» **REQUIRED WORK**
The required output is the line that contains "Annotate the map" and every line after it, each written out exactly, up to the end of the entries.

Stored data
....................
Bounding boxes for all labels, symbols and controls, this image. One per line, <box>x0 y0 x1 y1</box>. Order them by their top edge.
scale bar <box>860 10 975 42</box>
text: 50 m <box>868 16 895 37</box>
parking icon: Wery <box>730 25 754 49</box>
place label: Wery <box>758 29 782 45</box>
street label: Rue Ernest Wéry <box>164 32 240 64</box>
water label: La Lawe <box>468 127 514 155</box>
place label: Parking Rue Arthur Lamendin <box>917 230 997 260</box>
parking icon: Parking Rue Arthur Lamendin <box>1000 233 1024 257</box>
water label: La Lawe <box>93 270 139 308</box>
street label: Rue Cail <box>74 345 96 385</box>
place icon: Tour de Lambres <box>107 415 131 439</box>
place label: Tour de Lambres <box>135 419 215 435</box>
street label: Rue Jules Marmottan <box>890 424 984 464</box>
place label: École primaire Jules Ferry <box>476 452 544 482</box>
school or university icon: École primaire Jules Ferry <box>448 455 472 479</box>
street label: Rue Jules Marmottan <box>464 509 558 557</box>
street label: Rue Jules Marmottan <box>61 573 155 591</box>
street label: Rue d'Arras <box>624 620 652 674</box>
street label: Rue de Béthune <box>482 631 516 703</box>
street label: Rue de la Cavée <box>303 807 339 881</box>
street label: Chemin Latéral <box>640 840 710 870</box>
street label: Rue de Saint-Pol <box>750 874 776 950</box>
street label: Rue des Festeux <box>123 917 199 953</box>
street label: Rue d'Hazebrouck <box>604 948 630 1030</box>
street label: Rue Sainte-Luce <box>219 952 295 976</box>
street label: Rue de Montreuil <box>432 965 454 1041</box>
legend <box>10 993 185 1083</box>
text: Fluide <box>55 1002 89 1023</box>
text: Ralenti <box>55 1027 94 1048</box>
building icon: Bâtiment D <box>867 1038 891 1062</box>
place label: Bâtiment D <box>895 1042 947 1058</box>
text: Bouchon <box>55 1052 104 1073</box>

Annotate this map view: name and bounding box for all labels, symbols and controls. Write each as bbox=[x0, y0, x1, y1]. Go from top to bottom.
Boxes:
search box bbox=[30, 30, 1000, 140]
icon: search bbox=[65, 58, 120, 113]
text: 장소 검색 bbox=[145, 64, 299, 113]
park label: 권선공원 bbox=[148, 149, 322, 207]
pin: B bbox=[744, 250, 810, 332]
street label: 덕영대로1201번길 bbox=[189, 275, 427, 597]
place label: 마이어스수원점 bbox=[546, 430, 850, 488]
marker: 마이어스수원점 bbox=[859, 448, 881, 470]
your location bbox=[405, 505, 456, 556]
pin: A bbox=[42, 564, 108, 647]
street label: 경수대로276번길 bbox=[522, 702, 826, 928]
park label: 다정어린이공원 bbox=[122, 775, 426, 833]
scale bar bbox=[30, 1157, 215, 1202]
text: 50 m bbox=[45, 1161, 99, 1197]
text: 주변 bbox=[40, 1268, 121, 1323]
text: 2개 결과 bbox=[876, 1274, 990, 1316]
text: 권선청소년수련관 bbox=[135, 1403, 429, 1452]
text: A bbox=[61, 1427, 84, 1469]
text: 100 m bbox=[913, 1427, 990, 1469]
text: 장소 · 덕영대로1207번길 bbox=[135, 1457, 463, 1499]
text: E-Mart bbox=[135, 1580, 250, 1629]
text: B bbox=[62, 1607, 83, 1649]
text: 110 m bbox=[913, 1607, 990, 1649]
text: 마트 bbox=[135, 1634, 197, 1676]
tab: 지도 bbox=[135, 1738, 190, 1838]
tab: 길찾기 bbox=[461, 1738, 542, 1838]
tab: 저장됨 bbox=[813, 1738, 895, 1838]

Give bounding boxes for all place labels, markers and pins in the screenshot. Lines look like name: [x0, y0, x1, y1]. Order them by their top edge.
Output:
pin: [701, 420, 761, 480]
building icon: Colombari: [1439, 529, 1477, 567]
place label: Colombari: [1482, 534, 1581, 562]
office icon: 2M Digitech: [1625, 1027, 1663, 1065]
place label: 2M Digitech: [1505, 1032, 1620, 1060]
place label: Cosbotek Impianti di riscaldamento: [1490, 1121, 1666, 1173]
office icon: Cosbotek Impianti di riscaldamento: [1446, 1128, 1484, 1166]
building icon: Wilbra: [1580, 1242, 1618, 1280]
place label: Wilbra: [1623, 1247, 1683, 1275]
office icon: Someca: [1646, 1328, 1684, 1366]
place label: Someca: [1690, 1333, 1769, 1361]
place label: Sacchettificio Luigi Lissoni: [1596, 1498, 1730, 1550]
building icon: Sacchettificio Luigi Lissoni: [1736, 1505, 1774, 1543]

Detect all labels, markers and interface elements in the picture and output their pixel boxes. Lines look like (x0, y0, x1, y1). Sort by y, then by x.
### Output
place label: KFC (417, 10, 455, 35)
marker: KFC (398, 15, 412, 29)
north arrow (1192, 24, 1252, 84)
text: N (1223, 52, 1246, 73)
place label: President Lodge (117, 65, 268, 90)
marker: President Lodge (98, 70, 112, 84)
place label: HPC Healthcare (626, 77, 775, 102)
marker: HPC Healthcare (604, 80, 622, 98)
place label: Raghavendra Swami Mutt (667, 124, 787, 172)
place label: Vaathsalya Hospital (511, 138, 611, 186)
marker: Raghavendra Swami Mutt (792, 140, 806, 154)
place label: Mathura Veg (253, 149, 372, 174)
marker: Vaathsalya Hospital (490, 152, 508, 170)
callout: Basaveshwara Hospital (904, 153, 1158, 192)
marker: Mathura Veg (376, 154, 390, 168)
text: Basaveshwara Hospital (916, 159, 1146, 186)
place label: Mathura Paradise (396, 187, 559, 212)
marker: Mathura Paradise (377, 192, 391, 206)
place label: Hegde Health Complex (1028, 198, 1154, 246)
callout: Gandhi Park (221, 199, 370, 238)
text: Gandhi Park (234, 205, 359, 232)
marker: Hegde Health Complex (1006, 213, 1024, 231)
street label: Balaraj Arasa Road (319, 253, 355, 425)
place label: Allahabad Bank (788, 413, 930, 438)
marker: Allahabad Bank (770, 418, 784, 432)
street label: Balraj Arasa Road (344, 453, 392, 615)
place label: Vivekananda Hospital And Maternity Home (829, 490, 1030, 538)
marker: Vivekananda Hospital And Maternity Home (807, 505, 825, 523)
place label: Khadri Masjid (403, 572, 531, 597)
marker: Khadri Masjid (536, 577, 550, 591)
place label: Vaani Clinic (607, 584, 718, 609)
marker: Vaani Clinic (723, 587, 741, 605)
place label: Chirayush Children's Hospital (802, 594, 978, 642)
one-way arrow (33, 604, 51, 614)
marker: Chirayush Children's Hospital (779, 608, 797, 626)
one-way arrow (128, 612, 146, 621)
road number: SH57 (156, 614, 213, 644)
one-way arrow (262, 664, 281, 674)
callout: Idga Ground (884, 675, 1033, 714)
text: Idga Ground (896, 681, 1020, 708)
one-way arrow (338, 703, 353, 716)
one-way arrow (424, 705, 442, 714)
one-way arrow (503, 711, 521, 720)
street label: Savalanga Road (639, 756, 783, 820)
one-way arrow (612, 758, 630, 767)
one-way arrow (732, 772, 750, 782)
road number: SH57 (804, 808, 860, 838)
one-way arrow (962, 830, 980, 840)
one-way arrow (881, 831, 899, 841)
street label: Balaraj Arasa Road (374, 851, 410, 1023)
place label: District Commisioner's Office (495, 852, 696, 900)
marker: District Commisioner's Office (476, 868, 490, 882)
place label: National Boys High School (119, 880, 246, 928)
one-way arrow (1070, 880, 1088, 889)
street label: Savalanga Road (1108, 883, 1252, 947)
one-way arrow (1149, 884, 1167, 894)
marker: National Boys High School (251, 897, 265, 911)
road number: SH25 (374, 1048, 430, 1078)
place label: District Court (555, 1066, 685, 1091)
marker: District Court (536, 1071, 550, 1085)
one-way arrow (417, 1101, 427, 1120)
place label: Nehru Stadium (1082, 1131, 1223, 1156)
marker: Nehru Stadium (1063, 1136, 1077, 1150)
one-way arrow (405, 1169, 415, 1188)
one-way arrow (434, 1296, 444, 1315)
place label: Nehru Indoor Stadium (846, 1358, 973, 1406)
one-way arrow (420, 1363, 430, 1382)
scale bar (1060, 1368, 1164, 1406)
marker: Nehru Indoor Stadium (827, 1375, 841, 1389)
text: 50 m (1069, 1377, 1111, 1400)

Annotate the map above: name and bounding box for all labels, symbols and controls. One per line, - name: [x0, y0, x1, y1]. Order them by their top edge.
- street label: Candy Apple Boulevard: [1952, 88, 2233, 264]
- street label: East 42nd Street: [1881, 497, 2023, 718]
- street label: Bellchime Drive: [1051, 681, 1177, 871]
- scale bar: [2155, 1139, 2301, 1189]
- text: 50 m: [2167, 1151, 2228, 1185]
....................
» **WRITTEN SOLUTION**
Annotate the map above: name and bounding box for all labels, symbols and controls. One per line, - name: [x0, y0, x1, y1]. Order them by their top edge.
- street label: Candy Apple Boulevard: [1952, 88, 2233, 264]
- street label: East 42nd Street: [1881, 497, 2023, 718]
- street label: Bellchime Drive: [1051, 681, 1177, 871]
- scale bar: [2155, 1139, 2301, 1189]
- text: 50 m: [2167, 1151, 2228, 1185]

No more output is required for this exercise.